Collect every line below that contains the word "charge".

[Stored data]

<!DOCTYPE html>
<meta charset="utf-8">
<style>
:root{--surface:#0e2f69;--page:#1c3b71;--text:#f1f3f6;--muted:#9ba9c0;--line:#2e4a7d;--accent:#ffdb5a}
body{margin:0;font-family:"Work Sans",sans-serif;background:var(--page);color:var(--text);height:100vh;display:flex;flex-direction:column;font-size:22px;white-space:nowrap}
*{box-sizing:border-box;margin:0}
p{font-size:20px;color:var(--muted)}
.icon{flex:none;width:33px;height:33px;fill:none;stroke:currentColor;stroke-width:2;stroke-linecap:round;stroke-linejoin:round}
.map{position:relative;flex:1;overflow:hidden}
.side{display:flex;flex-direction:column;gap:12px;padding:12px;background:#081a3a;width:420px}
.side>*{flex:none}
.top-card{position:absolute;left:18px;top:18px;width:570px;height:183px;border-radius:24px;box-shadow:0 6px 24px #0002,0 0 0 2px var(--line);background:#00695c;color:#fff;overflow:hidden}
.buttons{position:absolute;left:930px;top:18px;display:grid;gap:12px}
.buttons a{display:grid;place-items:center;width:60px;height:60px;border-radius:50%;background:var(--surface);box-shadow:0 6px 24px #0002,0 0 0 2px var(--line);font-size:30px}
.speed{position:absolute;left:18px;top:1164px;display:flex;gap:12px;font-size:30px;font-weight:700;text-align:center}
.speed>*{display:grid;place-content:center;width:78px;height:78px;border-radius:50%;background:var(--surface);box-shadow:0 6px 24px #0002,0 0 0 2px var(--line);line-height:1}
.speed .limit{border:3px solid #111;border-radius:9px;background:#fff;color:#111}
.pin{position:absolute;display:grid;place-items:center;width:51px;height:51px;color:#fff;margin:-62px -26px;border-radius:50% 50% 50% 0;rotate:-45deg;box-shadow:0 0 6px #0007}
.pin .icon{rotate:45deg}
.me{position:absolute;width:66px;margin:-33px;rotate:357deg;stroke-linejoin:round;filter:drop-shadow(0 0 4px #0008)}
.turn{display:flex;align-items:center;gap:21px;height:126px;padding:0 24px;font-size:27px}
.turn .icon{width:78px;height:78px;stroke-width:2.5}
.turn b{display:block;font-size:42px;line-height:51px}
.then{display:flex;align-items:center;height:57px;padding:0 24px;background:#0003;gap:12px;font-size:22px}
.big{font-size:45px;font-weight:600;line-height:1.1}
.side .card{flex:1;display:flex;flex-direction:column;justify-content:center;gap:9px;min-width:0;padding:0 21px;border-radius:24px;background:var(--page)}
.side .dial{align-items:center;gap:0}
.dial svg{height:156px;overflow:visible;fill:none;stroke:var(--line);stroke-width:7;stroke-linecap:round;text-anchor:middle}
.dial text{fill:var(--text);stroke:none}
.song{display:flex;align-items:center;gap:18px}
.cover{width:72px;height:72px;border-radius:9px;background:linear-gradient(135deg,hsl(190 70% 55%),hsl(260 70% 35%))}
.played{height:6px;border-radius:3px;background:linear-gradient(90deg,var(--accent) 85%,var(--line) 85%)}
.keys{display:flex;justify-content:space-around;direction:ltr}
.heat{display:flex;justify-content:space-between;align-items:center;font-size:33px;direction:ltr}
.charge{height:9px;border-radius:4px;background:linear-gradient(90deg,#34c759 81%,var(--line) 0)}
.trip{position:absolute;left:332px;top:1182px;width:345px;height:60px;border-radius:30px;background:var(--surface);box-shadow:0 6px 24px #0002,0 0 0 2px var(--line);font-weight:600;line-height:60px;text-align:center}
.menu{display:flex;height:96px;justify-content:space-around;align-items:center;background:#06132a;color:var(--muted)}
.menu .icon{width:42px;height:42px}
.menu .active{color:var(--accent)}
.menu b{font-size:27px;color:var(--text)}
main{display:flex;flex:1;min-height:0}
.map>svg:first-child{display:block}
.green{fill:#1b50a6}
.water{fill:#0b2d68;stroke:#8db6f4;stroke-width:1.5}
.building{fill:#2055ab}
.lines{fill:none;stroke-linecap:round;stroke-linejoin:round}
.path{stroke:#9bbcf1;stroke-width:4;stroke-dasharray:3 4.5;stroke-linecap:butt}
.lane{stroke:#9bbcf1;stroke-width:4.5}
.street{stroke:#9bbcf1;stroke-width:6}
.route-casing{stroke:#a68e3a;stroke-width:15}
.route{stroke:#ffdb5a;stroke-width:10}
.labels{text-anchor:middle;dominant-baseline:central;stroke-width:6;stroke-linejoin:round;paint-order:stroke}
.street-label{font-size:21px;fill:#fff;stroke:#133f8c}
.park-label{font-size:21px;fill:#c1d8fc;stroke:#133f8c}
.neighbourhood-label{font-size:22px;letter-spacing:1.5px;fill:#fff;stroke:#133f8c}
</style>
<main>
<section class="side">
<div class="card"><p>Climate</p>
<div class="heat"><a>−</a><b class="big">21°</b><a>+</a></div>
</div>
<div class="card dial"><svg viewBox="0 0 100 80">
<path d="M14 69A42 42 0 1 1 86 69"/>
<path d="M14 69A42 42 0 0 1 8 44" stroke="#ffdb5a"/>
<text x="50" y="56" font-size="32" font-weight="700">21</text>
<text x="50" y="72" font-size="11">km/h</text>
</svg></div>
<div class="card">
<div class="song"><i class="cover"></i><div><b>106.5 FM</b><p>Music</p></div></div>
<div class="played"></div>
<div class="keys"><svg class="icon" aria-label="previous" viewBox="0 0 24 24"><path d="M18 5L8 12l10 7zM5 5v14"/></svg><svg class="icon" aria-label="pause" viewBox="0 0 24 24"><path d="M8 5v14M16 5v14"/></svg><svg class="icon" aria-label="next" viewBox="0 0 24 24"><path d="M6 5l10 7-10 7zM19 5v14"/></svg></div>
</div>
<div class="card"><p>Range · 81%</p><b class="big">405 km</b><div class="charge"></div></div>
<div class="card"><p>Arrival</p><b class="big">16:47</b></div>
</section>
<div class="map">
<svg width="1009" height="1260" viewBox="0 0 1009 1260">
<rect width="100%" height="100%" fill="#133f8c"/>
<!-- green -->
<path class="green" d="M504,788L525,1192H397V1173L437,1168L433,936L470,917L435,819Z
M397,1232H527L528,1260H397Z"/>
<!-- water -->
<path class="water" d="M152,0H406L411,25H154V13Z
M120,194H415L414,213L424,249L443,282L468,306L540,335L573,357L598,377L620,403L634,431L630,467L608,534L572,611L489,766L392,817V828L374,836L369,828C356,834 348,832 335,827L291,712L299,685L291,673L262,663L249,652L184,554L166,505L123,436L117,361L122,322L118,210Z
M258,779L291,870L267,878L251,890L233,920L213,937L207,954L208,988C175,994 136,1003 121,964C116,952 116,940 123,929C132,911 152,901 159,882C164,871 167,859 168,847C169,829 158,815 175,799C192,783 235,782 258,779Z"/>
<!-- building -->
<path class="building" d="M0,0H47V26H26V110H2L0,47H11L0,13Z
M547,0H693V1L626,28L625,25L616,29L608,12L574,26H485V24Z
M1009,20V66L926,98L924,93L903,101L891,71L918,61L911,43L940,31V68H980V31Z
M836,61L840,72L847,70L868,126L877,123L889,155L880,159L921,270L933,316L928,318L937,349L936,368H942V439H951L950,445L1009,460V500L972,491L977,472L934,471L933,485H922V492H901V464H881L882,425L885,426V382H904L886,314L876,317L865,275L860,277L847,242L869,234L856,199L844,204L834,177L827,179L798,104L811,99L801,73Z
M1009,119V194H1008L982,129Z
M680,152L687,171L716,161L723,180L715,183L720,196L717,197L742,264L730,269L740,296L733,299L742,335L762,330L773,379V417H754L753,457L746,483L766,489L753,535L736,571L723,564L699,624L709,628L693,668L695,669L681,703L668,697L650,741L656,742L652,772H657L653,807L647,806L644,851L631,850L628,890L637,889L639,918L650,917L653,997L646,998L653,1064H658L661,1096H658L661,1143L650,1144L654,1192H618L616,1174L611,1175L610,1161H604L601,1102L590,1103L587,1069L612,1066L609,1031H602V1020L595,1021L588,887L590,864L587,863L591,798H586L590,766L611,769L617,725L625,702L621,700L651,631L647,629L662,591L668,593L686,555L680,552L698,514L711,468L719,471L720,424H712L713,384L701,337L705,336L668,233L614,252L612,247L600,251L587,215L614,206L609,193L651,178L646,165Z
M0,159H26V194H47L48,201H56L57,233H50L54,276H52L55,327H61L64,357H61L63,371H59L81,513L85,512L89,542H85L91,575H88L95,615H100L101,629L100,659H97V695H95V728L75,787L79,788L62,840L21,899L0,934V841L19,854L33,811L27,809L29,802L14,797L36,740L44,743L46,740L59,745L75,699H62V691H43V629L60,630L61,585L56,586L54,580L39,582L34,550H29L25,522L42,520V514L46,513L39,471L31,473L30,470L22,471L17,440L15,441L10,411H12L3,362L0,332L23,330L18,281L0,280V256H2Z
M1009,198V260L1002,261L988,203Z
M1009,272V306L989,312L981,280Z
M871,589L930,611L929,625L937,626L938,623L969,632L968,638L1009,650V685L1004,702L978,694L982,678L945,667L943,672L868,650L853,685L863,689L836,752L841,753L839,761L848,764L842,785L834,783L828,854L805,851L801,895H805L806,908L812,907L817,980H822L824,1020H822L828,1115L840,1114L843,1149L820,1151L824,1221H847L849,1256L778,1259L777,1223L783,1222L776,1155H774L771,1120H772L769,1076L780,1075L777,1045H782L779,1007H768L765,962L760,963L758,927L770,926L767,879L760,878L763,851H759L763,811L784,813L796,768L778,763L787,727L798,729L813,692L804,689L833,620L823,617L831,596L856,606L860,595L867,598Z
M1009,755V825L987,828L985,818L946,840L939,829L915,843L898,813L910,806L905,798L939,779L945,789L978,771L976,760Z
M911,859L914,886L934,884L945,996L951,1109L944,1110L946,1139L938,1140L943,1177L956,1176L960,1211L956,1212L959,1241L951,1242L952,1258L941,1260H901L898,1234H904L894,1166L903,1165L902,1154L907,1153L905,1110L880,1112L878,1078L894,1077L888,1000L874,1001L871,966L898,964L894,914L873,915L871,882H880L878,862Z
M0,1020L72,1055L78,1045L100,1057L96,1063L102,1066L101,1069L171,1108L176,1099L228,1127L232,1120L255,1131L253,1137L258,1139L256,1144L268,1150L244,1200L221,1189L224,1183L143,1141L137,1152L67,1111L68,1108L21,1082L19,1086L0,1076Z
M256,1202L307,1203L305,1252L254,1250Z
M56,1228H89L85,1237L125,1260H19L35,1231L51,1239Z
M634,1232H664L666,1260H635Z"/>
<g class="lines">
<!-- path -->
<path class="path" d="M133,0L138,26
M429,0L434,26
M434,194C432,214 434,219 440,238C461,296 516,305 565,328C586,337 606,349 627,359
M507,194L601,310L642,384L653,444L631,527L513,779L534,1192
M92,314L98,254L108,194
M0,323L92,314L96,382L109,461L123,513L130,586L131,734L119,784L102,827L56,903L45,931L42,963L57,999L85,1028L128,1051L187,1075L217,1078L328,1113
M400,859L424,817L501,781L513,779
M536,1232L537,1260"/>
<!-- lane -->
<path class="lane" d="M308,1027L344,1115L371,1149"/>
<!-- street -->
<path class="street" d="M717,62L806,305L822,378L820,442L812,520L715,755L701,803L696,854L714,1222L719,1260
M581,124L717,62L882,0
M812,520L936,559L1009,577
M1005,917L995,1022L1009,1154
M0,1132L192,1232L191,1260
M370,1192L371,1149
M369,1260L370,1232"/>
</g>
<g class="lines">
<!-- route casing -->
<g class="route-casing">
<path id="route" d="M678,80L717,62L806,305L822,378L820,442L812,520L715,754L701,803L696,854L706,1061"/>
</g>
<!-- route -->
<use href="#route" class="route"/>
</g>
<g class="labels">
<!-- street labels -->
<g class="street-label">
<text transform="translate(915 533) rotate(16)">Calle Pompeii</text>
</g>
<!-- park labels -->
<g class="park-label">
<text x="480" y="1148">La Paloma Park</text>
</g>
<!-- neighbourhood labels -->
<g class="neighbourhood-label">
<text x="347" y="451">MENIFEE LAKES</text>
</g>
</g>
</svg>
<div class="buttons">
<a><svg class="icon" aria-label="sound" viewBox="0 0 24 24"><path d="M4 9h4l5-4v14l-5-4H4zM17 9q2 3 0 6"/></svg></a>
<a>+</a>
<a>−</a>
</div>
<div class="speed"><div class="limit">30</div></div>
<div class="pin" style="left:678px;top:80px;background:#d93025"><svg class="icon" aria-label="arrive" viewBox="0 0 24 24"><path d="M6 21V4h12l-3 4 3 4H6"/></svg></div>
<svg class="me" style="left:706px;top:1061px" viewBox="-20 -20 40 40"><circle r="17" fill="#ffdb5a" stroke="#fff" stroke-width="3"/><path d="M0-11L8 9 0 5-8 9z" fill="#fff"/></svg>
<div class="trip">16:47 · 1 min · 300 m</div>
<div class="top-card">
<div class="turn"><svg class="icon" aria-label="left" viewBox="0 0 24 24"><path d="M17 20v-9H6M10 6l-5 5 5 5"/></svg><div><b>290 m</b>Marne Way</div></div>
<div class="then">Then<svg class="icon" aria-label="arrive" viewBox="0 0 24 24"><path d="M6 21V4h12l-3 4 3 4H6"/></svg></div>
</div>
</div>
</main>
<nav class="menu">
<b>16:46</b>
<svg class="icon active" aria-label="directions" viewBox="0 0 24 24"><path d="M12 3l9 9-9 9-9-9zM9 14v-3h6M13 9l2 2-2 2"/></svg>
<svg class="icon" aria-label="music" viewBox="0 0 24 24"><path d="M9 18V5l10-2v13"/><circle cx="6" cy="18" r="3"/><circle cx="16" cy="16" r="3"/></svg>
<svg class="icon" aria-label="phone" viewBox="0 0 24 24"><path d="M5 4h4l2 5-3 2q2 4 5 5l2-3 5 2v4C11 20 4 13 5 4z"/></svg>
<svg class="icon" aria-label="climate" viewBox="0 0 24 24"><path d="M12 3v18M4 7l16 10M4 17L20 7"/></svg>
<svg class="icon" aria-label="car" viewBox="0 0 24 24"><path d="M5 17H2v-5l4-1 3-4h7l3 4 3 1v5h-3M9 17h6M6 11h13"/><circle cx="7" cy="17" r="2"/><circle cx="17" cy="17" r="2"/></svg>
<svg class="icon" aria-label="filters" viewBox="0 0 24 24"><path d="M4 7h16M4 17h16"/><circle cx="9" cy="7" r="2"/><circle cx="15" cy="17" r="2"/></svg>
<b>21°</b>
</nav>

[/Stored data]

▸ Result of the exercise
.charge{height:9px;border-radius:4px;background:linear-gradient(90deg,#34c759 81%,var(--line) 0)}
<div class="card"><p>Range · 81%</p><b class="big">405 km</b><div class="charge"></div></div>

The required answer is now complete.